# Meguiar's Cordless Random Orbital polisher



## p1tse (Feb 4, 2007)

hi
i'm looking for a car polisher/buffer

was looking at:
http://www.autoexpress.co.uk/products/products/58139/best_buffers.html

cosmo came out good, any opinions? if i get one, hopefully a cheap one from ebay.

but have been offered a Meguiar's one, any opinions?

would ideally like a PC, porter Cable, but with transformer price on top etc. it's starting to add up.

so cosmo, meguiars are on the list, what do you think?
- i'm a beginner, so with me being a lazy (boy), i still want to ensure the car keeps ok


----------



## steveo3002 (Jan 30, 2006)

megs/cosmo is smae thing...ideal for putting on wax , but not man enough for swirl removal


----------



## p1tse (Feb 4, 2007)

even that is not in simple terms enough for a newbie alike

why is it no good for swirl removal.

if you had to choose between the cosmo or megs (take price out of the equation) - which would you choose if you had to.

also what polish and wax would you recommend? (something easily accessable and not OTT on price)


----------



## steveo3002 (Jan 30, 2006)

theyre the same unit ...get whatever is cheapest

its not powerfull enough to remove swirls

polish n wax...autoglym super resin polish, collinite 476 wax 

*edit.* just looked at your link, the cosmo isnt the same as the megs, but cosmo make a identicle one to the megs polisher , hope that makes sense


----------



## Alan W (May 11, 2006)

The Meg's machine and the Cosmo polisher are the same thing as far as I am aware. Just a different colour and substantial difference in price!  

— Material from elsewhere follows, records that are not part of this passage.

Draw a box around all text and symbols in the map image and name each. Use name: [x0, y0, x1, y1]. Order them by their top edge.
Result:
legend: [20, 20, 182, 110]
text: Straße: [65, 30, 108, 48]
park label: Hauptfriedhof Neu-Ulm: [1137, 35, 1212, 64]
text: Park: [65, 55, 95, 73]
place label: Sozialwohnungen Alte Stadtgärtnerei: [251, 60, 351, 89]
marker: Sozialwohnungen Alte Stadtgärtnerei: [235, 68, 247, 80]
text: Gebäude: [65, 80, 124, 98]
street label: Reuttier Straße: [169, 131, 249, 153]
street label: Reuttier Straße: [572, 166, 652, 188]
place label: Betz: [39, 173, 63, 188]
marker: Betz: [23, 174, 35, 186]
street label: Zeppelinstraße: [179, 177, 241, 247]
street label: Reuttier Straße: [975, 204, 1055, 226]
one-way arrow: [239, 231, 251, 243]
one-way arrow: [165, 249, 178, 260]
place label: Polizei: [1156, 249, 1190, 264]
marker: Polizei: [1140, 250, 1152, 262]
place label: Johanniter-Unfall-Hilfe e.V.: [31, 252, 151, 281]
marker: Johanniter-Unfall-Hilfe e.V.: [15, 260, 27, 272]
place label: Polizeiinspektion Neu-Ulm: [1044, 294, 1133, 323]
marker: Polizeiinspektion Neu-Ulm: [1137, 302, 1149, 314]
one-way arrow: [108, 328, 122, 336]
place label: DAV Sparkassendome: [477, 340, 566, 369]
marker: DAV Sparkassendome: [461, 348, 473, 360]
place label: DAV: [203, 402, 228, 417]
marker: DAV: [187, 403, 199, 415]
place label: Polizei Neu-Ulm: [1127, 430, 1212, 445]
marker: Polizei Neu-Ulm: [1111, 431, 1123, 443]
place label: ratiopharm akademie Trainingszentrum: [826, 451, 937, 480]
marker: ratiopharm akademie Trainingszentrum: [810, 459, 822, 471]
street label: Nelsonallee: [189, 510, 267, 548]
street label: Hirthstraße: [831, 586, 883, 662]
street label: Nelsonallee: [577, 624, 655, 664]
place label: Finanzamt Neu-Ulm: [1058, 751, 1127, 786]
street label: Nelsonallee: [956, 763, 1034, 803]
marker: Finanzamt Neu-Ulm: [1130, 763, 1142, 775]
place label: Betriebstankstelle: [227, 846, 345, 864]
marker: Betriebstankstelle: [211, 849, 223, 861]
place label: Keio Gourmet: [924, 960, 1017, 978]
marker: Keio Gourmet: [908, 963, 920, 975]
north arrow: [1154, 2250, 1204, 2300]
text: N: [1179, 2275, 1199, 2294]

Nethier has the torque required when applying sufficient pressure to the pad for defect removal and the machine will just slow/bog down.

I like the Clearkote products such as Vanilla Moose Wax Hand Glaze (VMWHG) and Carnauba Moose Wax (CMW). They are reasonably priced, very easy to use by hand or machine and provide a great finish for the money.  

HTH,

Alan W


----------



## p1tse (Feb 4, 2007)

so it doesn't have the power, but if i get it cheap enough, could be worth a shout.

any links to the wax and polish?

more interested to find a wax to use really, which is ok on a tool like these. as i guess the wax in the small pots can't be used? (or am i wrong, if they can how to get out of the pot and on the pads)


----------



## Alan W (May 11, 2006)

They're good for applying glazes and waxes.

Here's a link to the Clearkote website: http://www.clearkote.com/

Clearkote products are available from Serious Performance and CleanYourCar, approved traders on this forum.

Alan W


----------



## steveo3002 (Jan 30, 2006)

halford or any high st place sells autoglym

for collinite try one of the dw traders, or ebay


----------



## p1tse (Feb 4, 2007)

how much should i pay for a Meg's? It's over priced new at £100, but with not very good reviews, i presume it still does an ok job (but no where near as good as a PC), but how much?


----------



## steveo3002 (Jan 30, 2006)

search for the cosmo version of the megs one....its yellow and identical to the megs one it was around £25 ish new, you see them on ebay from time to time


----------



## p1tse (Feb 4, 2007)

steveo3002 said:


> search for the cosmo version of the megs one....its yellow and identical to the megs one it was around £25 ish new, you see them on ebay from time to time


i think i know which one your on about

i've seen it somewhere tonight on the net, could be here.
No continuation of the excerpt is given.